A key indicator that measures job offerings in major U.S. newspaper held steady for the second straight month in November, suggesting no big changes ahead for the labor market, The Conference Board reported Friday.

The Help-Wanted Advertising Index remained at 30 in November, unchanged from October, but was still much lower than the 38 reading recorded a year earlier.

“The labor market has little momentum going into the new year,” said Ken Goldstein, labor economist at The Conference Board. “The latest data shows that job advertising in print was unchanged in November. The rise in ad volume online also remains slow but relatively unchanged over the recent period. Job growth is considerably slower going into 2007 — now less than 125,000 new jobs a month.

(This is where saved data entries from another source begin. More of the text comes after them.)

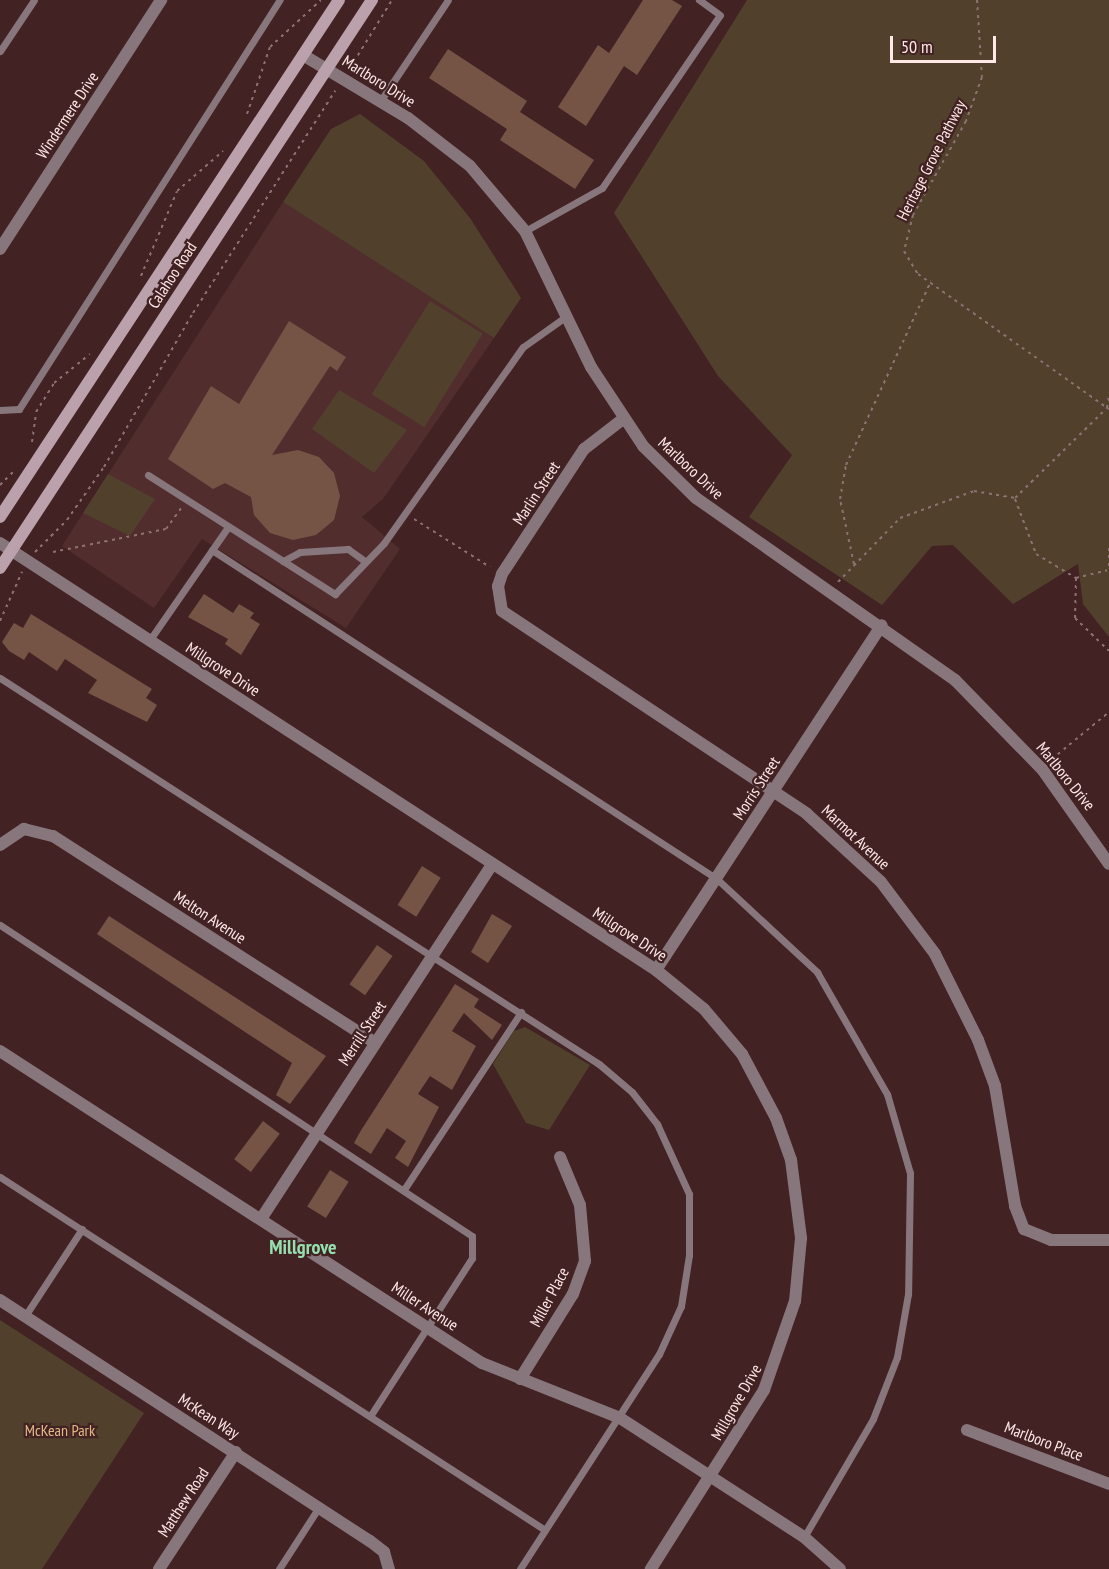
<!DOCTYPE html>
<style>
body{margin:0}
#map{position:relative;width:1109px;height:1569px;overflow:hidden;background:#422223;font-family:"PT Sans Narrow",sans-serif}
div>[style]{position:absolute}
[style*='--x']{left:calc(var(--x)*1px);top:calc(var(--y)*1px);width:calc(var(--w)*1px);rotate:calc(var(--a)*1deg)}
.built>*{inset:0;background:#522d2e}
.green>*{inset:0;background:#51412c;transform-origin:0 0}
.building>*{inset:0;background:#765445;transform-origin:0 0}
.path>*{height:2px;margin-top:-1px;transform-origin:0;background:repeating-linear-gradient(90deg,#8e7272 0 3px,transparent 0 7.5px)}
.service>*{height:7px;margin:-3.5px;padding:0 3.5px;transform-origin:3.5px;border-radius:3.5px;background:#87777d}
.minor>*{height:12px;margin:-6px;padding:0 6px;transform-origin:6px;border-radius:6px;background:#87777d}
.tertiary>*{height:12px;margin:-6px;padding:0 6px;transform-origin:6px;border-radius:6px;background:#87777d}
.secondary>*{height:12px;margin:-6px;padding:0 6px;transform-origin:6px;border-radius:6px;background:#baa1ab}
span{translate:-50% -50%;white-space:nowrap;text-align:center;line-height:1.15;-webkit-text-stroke:4.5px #422223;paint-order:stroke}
.street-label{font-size:16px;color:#ffe9e8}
.park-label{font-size:16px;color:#e2b986}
.quarter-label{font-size:20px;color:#96e0b0;font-weight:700}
.scale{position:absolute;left:890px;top:36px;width:106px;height:27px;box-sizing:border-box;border:3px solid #ffe9e8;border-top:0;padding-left:8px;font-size:18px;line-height:21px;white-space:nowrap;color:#ffe9e8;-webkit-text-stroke:4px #422223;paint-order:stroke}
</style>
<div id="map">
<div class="built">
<i style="clip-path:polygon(283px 202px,494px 338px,383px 499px,362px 517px,400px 549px,346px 628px,202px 539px,154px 608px,62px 546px)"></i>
</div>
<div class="green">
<i style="clip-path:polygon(747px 0,1109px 0,1109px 637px,1083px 604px,1078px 564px,1013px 604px,953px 545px,932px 546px,882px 605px,749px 517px,792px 455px,718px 376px,614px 213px)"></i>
<i style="clip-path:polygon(360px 114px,424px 161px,470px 218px,521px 298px,494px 338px,283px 202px,331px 129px)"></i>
<i style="left:430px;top:301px;width:62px;height:110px;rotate:32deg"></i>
<i style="clip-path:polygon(339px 390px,407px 430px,374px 473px,312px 429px)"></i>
<i style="clip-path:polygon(108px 474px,155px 499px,130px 536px,83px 513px)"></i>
<i style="clip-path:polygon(525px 1027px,590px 1065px,549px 1130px,526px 1123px,493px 1064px,514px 1031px)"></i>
<i style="clip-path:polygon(0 1320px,144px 1413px,42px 1569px,0 1569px)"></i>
</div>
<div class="building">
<i style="clip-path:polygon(643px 0,672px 0,682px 6px,637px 75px,624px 66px,586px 126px,558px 107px,598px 45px,609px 53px)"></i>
<i style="clip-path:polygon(448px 49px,527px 101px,520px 112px,594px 160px,575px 189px,500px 140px,507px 129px,429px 78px)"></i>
<i style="clip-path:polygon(289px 321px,346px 357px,337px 371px,330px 366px,272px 455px,298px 450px,319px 457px,334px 473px,340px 496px,334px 520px,316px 535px,293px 540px,270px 533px,254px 515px,251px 497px,225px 483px,213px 489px,168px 459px,211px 386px,239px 404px)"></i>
<i style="clip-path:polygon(204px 594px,233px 613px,239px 604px,254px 613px,250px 618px,260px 624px,241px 655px,225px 644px,228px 639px,188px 617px)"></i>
<i style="clip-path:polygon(31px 614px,152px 689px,146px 698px,157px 705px,147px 722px,88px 693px,97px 680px,65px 659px,57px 671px,29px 652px,24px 660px,9px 651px,2px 642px,14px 623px,23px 628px)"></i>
<i style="left:422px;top:866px;width:22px;height:46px;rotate:32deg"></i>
<i style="clip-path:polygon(492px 914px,512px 926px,488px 963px,471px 952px)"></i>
<i style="clip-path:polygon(109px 916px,326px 1056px,290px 1104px,276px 1095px,292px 1063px,97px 934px)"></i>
<i style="left:377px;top:945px;width:19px;height:48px;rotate:35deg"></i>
<i style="clip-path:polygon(455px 984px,479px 999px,474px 1007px,502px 1025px,492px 1040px,464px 1013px,452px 1031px,476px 1046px,452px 1090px,430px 1076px,418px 1094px,439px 1107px,408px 1167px,395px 1158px,406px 1141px,387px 1128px,371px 1154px,354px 1143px,360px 1132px)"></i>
<i style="left:263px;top:1121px;width:21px;height:48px;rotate:37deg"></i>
<i style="left:330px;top:1170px;width:22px;height:43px;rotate:32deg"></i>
</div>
<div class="path">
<i style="--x:977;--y:0;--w:77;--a:86.3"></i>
<i style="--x:982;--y:77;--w:47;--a:110"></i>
<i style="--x:966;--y:121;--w:108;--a:119.4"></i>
<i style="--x:913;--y:215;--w:37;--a:104"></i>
<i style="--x:904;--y:251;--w:27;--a:59"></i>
<i style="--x:918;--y:274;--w:234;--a:35.3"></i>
<i style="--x:350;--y:68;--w:80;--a:-58.3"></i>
<i style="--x:247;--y:114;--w:71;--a:-71.1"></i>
<i style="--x:270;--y:47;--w:69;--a:-42.7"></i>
<i style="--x:141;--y:276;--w:92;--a:-67"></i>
<i style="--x:177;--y:191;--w:61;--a:-41"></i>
<i style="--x:32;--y:442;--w:30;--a:-82"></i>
<i style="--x:36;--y:412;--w:34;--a:-58"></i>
<i style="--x:54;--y:383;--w:46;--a:-38.9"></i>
<i style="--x:0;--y:485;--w:18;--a:-45"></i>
<i style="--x:1015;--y:499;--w:59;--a:69.1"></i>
<i style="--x:1036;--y:554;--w:47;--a:31"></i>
<i style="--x:1076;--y:578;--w:32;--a:-14"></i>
<i style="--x:414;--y:519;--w:90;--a:32.3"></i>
<i style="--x:1109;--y:548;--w:22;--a:90"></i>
<i style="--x:35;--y:552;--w:45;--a:-45"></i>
<i style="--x:67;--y:520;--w:65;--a:-55.1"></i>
<i style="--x:104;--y:467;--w:178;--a:-60"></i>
<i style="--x:193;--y:313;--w:264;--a:-57.4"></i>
<i style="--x:53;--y:552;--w:115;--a:-11.5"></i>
<i style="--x:166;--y:529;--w:27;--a:-54"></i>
<i style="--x:854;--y:564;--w:66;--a:-102.2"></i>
<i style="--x:840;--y:499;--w:35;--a:-80"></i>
<i style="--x:846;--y:465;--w:203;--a:-65.2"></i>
<i style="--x:1076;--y:578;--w:40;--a:91.4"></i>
<i style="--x:1075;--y:618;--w:47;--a:44.1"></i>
<i style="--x:838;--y:582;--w:89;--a:-45.9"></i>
<i style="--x:900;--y:518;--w:79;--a:-20"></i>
<i style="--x:974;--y:491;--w:42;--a:9.7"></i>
<i style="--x:1015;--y:498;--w:129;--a:-44.4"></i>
<i style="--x:1107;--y:408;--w:13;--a:-81"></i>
<i style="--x:0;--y:621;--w:54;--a:-65.8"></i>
<i style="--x:1052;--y:759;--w:74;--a:-39.5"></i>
</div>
<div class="service">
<i style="--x:0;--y:51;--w:61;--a:-56.3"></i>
<i style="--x:381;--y:100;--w:120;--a:-56.2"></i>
<i style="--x:525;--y:231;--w:88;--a:-29.2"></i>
<i style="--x:602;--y:188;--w:209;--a:-55.7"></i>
<i style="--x:720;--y:15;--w:26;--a:-144"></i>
<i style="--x:0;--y:410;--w:19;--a:-3"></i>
<i style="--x:19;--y:409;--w:485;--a:-57.5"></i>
<i style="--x:148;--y:475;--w:222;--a:32.5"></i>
<i style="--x:335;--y:594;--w:71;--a:-46.1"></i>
<i style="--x:384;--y:543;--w:240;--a:-54.7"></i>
<i style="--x:523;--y:347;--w:55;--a:-35.4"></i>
<i style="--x:212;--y:550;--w:603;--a:33.08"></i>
<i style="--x:717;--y:879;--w:137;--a:42.9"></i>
<i style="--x:817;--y:972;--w:141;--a:60.2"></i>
<i style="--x:887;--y:1094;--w:82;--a:73.8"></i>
<i style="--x:910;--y:1173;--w:121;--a:90.9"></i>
<i style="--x:908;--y:1294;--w:64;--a:99.9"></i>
<i style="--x:897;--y:1357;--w:66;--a:111.2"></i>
<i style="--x:873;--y:1419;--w:137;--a:120.3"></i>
<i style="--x:283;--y:561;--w:19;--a:-28"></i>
<i style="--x:300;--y:552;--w:48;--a:-3.6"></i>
<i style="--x:348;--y:549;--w:19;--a:36"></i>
<i style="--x:149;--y:641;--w:139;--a:-55.3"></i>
<i style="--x:0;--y:678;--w:713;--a:32.8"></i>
<i style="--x:599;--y:1064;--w:43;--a:40.3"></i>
<i style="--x:632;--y:1092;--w:41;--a:52"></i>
<i style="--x:657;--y:1124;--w:77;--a:65.4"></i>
<i style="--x:689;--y:1194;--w:61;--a:90"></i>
<i style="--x:689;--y:1255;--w:52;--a:98.9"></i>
<i style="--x:681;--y:1306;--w:53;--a:114.6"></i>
<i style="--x:659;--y:1354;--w:256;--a:122.9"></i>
<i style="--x:0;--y:925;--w:565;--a:33.38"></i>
<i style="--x:472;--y:1236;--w:22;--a:90"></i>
<i style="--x:472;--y:1258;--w:188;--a:122.8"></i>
<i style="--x:0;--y:1177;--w:649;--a:32.93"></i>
<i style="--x:405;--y:1188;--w:211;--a:-56.6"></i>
<i style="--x:25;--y:1316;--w:104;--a:-56.8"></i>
<i style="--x:279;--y:1569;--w:74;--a:-57.2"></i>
</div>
<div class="minor">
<i style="--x:303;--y:55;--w:122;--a:31"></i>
<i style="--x:408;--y:118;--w:78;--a:37.7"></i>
<i style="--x:470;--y:166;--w:85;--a:49.8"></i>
<i style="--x:525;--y:231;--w:151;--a:64.1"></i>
<i style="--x:591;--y:367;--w:95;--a:56.6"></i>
<i style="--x:643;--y:446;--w:74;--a:44.5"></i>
<i style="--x:696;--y:498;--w:317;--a:35.1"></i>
<i style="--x:955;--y:680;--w:124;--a:45.7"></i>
<i style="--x:1042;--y:769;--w:116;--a:54.8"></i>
<i style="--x:0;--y:249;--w:297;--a:-57.1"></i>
<i style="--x:623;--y:419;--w:49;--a:142.4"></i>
<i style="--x:584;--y:449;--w:149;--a:123.3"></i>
<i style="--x:502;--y:574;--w:13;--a:108"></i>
<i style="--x:498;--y:586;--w:25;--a:81"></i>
<i style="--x:502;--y:611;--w:366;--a:33.6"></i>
<i style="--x:807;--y:814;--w:100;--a:42.6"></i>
<i style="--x:881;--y:882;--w:90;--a:53.1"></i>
<i style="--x:935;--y:954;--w:96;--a:63.4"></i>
<i style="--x:978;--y:1040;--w:49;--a:69.7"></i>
<i style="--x:995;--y:1086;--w:122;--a:80.5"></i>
<i style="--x:1015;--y:1206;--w:25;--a:69"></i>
<i style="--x:1024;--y:1229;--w:29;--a:22"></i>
<i style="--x:1051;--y:1240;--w:58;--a:0"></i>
<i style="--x:0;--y:845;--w:29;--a:-34"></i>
<i style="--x:24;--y:829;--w:30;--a:14"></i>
<i style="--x:53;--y:836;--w:383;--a:32.7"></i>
<i style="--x:656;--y:970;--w:412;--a:-56.8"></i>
<i style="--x:0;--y:1051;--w:574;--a:32.92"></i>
<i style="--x:482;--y:1363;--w:149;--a:21.7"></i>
<i style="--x:620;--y:1418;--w:219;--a:32.9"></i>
<i style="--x:804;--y:1537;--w:48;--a:41.6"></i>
<i style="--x:261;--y:1219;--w:424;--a:-56.9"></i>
<i style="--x:0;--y:1300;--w:442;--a:33.1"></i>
<i style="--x:370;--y:1541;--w:18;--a:38"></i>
<i style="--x:384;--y:1552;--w:18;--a:74"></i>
<i style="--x:520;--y:1379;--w:100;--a:-58.1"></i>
<i style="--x:573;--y:1294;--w:35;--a:-70"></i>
<i style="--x:585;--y:1261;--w:56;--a:-95.1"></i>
<i style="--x:580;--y:1205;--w:52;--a:-112.6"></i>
<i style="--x:967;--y:1430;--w:152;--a:20.8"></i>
<i style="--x:159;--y:1569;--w:140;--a:-56.7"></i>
</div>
<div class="tertiary">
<i style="--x:0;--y:543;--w:783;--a:33.06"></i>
<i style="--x:656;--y:970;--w:62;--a:39.1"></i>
<i style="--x:704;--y:1009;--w:59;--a:49.8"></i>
<i style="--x:742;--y:1054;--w:72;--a:62"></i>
<i style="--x:776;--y:1118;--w:45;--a:70.3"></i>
<i style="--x:791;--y:1160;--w:79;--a:82.7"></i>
<i style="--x:801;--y:1238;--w:63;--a:95.4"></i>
<i style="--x:795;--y:1301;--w:94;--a:109.2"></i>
<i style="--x:764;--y:1390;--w:212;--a:122.3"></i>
</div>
<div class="secondary">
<i style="--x:0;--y:517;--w:618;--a:-56.75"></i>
<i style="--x:0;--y:568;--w:679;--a:-56.78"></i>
</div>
<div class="street-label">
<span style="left:379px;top:81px;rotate:32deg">Marlboro Drive</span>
<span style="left:67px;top:115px;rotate:-57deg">Windermere Drive</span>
<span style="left:931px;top:160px;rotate:-63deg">Heritage Grove Pathway</span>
<span style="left:172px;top:275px;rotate:-57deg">Calahoo Road</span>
<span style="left:691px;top:468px;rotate:43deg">Marlboro Drive</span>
<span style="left:536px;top:493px;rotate:-57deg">Marlin Street</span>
<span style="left:223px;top:669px;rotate:33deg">Millgrove Drive</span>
<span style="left:1066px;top:776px;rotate:51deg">Marlboro Drive</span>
<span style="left:756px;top:788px;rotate:-57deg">Morris Street</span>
<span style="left:856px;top:837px;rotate:43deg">Marmot Avenue</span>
<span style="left:210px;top:917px;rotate:33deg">Melton Avenue</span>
<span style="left:630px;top:934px;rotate:33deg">Millgrove Drive</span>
<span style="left:362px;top:1033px;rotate:-57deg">Merrill Street</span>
<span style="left:549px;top:1297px;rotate:-62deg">Miller Place</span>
<span style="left:425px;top:1306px;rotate:33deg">Miller Avenue</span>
<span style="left:736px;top:1402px;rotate:-60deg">Millgrove Drive</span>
<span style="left:209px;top:1416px;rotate:33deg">McKean Way</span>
<span style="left:1044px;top:1441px;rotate:21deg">Marlboro Place</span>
<span style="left:183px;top:1502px;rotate:-57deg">Matthew Road</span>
</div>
<div class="park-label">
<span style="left:60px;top:1430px">McKean Park</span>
</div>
<div class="quarter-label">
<span style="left:303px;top:1247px">Millgrove</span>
</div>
<div class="scale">50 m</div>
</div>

These forward indicators of labor activity suggest it might not get any stronger over the next few months.”

In the last three months, help-wanted advertising declined in five of the nine U.S. regions, with the steepest declines occurring in the South Atlantic (-13.9 percent), New England (-7.6 percent) and Mountain (-4.6 percent) regions.

Total online job ads declined by 119,800, or 3 percent, to 3,711,300 in November, according to The Conference Board Help-Wanted OnLine Data Series, and there were 2.4 advertised vacancies online for every 100 persons in the labor force in November.

The Conference Board surveys help-wanted print advertising volume in 51 major newspapers across the country every month. Because ad volume has proven to be sensitive to labor market conditions, this measure provides a gauge of change in the local, regional and national supply of jobs.